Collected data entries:
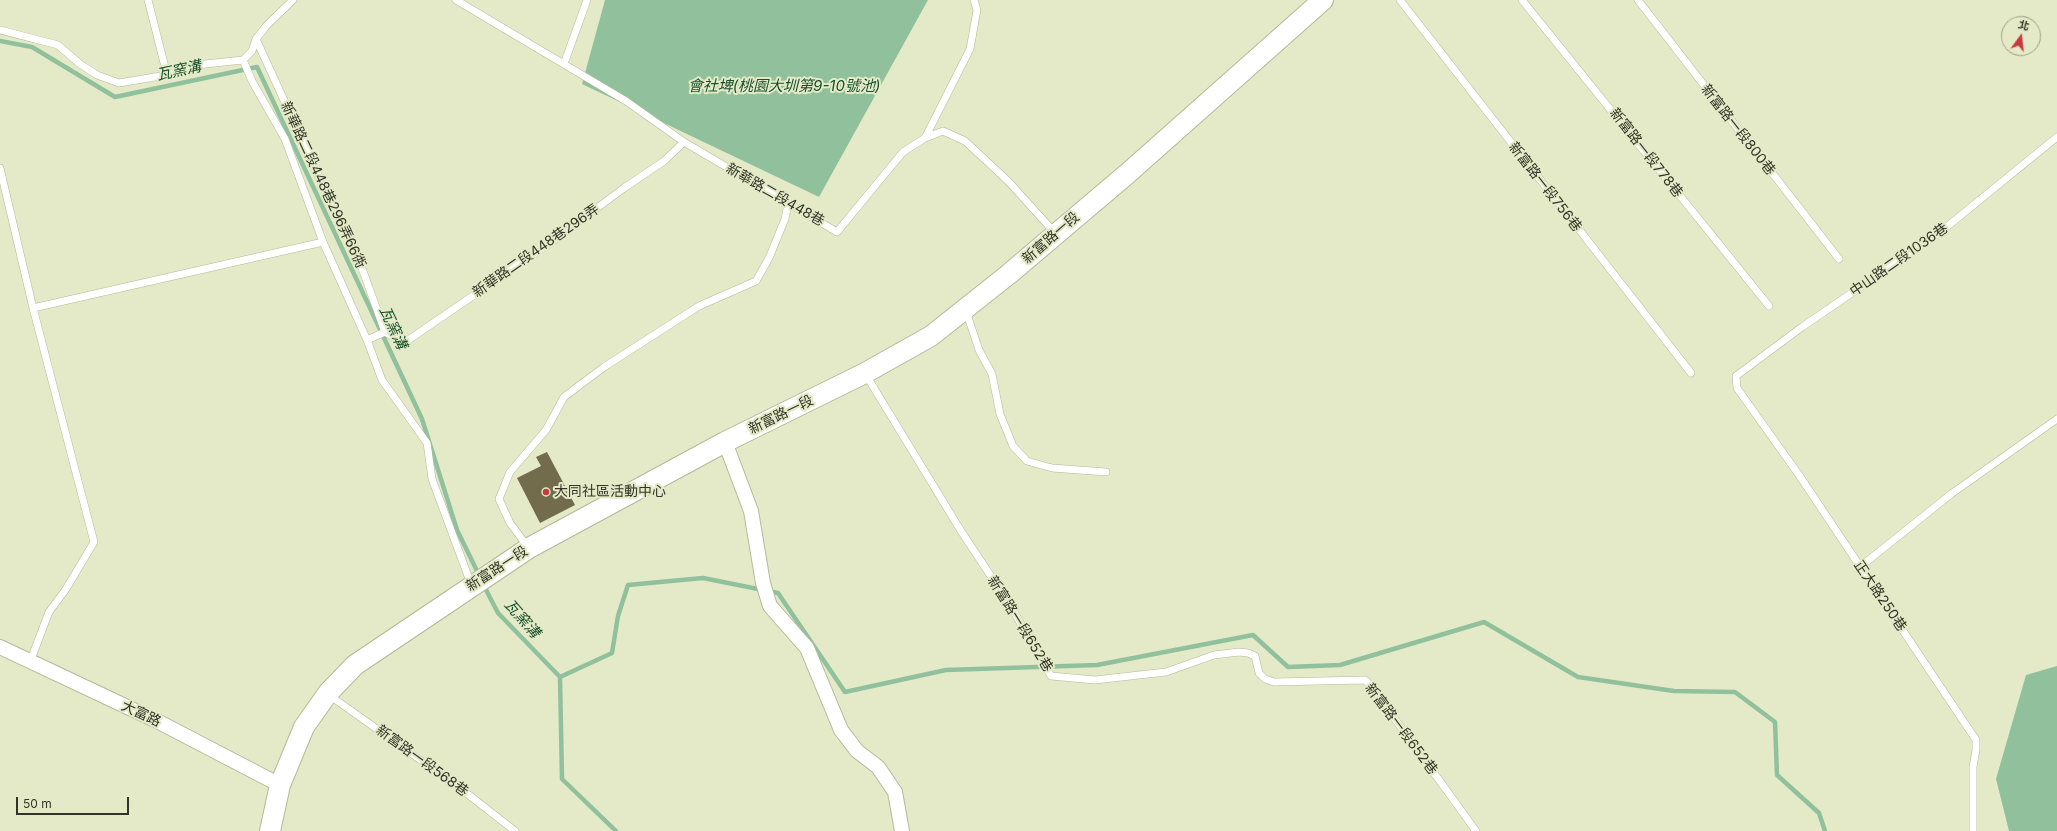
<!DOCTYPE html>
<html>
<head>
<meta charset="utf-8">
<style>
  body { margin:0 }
  #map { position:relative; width:2057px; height:831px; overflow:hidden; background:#e4eac7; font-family:Inter,"Noto Sans TC",sans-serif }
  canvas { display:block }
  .north { position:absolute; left:2001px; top:16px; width:40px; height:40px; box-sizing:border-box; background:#e4eac7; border:1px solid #9da187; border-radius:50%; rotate:15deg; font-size:11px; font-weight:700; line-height:16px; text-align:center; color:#323427 }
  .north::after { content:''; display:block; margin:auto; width:14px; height:18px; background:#c93a3c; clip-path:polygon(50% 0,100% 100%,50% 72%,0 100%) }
  .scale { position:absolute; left:16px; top:797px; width:113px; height:18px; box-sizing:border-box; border:2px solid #323427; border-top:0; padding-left:5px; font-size:12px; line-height:14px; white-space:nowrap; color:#323427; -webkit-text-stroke:3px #e4eac7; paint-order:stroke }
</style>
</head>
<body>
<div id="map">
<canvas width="2057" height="831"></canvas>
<div class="north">北</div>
<div class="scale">50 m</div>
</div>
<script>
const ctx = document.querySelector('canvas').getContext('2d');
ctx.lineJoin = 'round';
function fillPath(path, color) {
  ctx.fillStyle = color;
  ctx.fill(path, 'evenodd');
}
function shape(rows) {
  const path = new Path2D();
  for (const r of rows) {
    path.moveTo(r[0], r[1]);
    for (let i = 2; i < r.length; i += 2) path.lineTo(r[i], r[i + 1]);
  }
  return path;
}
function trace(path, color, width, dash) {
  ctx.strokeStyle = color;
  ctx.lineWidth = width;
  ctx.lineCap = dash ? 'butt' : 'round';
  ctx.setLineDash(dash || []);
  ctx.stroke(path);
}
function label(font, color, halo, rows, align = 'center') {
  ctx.font = font + ' Inter,"Noto Sans TC",sans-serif';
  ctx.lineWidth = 4;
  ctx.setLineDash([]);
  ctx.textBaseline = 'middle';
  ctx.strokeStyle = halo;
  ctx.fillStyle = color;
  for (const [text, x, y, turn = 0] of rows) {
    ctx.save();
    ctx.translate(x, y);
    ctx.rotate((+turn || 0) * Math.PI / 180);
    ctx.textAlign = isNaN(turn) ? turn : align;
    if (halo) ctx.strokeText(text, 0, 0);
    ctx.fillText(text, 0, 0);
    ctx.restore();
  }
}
const water = shape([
  [605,0,928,0,819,197,582,84],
  [2057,666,2057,831,2009,831,1996,779,2026,675]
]);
const stream = shape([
  [0,41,32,47,115,97,257,67,422,419,457,530,479,575],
  [483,584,498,613,560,677,562,779,616,831],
  [560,677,612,653,618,616,628,585,703,578,778,593,845,692,946,670,1097,665,1253,635,1288,667,1340,665,1484,622,1578,677,1674,691,1735,692,1775,722,1777,775,1819,813,1825,831]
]);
const building = shape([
  [547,452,575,505,540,523,517,478,541,466,536,457]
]);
const lane = shape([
  [148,0,167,75],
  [456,0,626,101,684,142,837,232,903,152,925,138,943,131,965,141,1009,182,1055,233],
  [1400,0,1691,373],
  [1522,0,1769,306],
  [1638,0,1839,259],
  [0,30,58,45,80,64,97,75,119,83,167,75,205,64,243,60,252,51,256,39,267,25,293,0],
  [256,39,325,190,359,260,385,332],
  [243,60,252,81,285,139,323,242,367,340,382,380,427,443,432,479,471,584],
  [564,64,587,0],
  [925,138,970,49,977,10,974,0],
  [0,168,33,308,94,542,66,589,49,612,30,662],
  [33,308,323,242],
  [966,311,979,350,992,374,1000,414,1013,446,1027,461,1052,468,1106,472],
  [385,332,404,343,550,243,624,188,664,161,684,142],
  [367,340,385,332],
  [866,375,961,531,1010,605,1051,676,1095,680,1166,672,1214,655,1239,652,1248,653,1255,656,1259,673,1265,679,1274,682,1365,680,1371,686,1476,831],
  [528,547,510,523,499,499,510,472,546,430,564,397,604,367,699,306,756,281,769,258,785,219,788,204],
  [1860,567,1951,494,2057,419],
  [329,695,460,788,515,831],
  [1973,831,1973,767,1976,750,1976,740,1799,475,1737,388,1736,376,1802,327,1938,234,2057,137]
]);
const street = shape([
  [725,442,751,511,763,583,770,606,807,648,841,730,857,751,878,767,895,792,902,831],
  [0,647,157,721,280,785]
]);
const secondary = shape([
  [270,831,280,785,304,727,328,693,355,665,529,548,725,442,865,373,931,336,1009,274,1127,174,1323,0]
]);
const markers = [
  [546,492,4,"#c93a3c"]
];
const streetNames = [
  ["新富路一段800巷",1738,130,52],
  ["新富路一段778巷",1646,153,52],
  ["新華路二段448巷296弄66衖",323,185,65],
  ["新富路一段756巷",1545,187,52],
  ["新華路二段448巷",775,195,30],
  ["新富路一段",1051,238,-41],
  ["新華路二段448巷296弄",536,251,-35],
  ["中山路二段1036巷",1899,260,-35],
  ["新富路一段",781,415,-26],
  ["新富路一段",497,569,-33],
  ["正大路250巷",1880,596,56],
  ["新富路一段652巷",1020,624,58],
  ["大富路",141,714,25],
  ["新富路一段652巷",1401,729,53],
  ["新富路一段568巷",422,761,36]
];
const poiNames = [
  ["大同社區活動中心",554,492]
];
const waterNames = [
  ["瓦窯溝",179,71,-12],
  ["會社埤(桃園大圳第9-10號池)",784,86],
  ["瓦窯溝",393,328,65],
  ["瓦窯溝",522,619,49]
];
fillPath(water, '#90c19c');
trace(stream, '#90c19c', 4.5);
fillPath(building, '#726b4c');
trace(lane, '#b4b998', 8);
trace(street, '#b4b998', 16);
trace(secondary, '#b4b998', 22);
trace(lane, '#fff', 7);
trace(street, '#fff', 14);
trace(secondary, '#fff', 20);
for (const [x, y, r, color] of markers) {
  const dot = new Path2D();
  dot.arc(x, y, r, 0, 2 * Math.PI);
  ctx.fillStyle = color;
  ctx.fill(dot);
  trace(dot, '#e4eac7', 1.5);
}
label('14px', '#323427', '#e4eac7', streetNames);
label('14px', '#323427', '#e4eac7', poiNames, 'left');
label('italic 15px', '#19502c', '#e4eac7', waterNames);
</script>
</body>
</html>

— Task to complete —
Within the entries above, find the string "function" and return each line that holds it.

— Answer section —
function fillPath(path, color) {
function shape(rows) {
function trace(path, color, width, dash) {
function label(font, color, halo, rows, align = 'center') {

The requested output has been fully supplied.